StellarGraph

Model.fit not finishing

I am trying to train a model using Graph Sage and my training never completes. I reduced the size of graph to ~330K nodes and 4.7M edges. Running

history = model.fit(
    train_gen,
    epochs=epochs,
    verbose=2,
    use_multiprocessing=False,
    workers=50,
    shuffle=True,
)

is stuck at

Train for 106508 steps
Epoch 1/5

for hours (during the last attempt it was stuck for 10h). Is there a limit on the size of graph? I don’t understand why training is so slow.

Edit: I significantly reduced the input data set size and the edge types. The graph now has ~70K nodes and 250K edges. using num_samples=[5,2] and [10,10] for layers ends up with training time of 3min per epoch. I am also not noticing any improvements when changing workers parameter. Using workers 2 or 100 results in the same performance. Are there any performance benchmarks for Graph Sage or am I doing something wrong that results in bad performance?

Hi, thanks for investigating and trying some things.

It’d help to have a bit more information about the various inputs to the training:

  1. Which version of StellarGraph? (print(stellargraph.__version__) or pip freeze can confirm this)
  2. A summary of the graph node features (graph.info() shows the dimension and type, which should be enough for this)
  3. How the GraphSAGE...Generator generator is constructed?
  4. How the train_gen input is constructed (specifically, the size of the training data)?
  5. How the GraphSAGE model is constructed?

If you’re able and comfortable to share, we’d be happy to look at the whole code and even the data.

Also, we’ve recently made the feature sampling required for GraphSAGE much faster on the development branch (#1225), which makes some configurations of GraphSAGE noticeably faster. You can try this by cloning the repository and installing from there, or by installing from the repository with pip directly:

pip install git+https://github.com/stellargraph/stellargraph.git

Let us know what you find and we can work from there.

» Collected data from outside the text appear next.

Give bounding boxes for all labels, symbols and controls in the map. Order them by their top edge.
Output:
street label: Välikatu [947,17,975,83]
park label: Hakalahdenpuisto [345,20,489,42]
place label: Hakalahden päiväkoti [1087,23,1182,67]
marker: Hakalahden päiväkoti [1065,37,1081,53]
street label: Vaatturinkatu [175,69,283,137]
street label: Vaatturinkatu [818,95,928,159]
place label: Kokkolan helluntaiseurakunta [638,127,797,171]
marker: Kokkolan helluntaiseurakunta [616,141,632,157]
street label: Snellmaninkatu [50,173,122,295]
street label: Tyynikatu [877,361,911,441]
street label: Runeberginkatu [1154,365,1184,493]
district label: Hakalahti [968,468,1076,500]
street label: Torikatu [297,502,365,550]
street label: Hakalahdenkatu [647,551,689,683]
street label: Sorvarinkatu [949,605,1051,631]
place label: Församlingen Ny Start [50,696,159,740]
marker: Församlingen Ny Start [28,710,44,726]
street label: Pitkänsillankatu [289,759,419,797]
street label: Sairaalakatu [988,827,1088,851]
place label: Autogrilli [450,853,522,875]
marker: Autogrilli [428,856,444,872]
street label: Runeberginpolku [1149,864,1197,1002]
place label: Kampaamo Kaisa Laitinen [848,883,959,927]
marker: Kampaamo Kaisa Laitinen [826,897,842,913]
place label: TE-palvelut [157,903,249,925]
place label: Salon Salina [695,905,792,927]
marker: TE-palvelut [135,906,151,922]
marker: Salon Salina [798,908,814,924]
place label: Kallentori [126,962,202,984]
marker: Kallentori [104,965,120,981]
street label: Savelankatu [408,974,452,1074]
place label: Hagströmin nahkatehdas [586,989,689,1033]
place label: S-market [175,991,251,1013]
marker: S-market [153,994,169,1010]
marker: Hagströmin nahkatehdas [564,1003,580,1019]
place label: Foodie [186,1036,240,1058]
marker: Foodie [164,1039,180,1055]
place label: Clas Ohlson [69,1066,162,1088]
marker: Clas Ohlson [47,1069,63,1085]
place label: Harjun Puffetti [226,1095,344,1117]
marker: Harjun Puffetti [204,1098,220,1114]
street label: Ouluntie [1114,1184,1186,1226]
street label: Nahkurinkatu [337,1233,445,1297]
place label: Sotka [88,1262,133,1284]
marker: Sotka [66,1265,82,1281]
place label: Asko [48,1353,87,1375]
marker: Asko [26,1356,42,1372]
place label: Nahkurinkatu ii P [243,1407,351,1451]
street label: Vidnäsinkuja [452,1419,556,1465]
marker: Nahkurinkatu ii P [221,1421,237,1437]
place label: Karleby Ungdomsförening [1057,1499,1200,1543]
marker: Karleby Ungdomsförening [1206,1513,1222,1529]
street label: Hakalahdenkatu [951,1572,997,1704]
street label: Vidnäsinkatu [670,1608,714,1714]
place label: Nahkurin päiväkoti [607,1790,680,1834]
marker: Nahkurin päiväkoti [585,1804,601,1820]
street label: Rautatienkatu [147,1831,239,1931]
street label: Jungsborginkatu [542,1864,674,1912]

In terms of comparative benchmarks, the “hateful twitter” demo runs on a graph of a similar size (100K nodes, 2.2M edges):

>>> print(G.info())
StellarGraph: Undirected multigraph
 Nodes: 100386, Edges: 2194979

 Node types:
  default: [100386]
    Features: float32 vector, length 204
    Edge types: default-default->default

 Edge types:
    default-default->default: [2194979]

It takes about 10s/epoch for training and validating on my machine (on CPU, not GPU), using StellarGraph 0.11.1:

Train for 15 steps, validate for 85 steps
Epoch 1/30
15/15 [==============================] - 11s 702ms/step - loss: 0.3407 - acc: 0.8819 - val_loss: 0.4325 - val_acc: 0.8798
Epoch 2/30
15/15 [==============================] - 9s 633ms/step - loss: 0.3360 - acc: 0.8913 - val_loss: 0.4111 - val_acc: 0.8516
Epoch 3/30
15/15 [==============================] - 10s 687ms/step - loss: 0.3377 - acc: 0.8738 - val_loss: 0.4106 - val_acc: 0.8734
...

However, the training input is quite a bit smaller than the full graph in this case: 745 (train) + 4226 (validation) = 4971 nodes per epoch.

I have version 0.11.1

Graph has 300K nodes and 2.1M edges. Feature length is 20 and the graph has 3 types of edges.
The rest of the code is the same as in the Unsupervised Cora example notebook. Unfortunately, I cannot share the data. I added the parameters I used in the text below.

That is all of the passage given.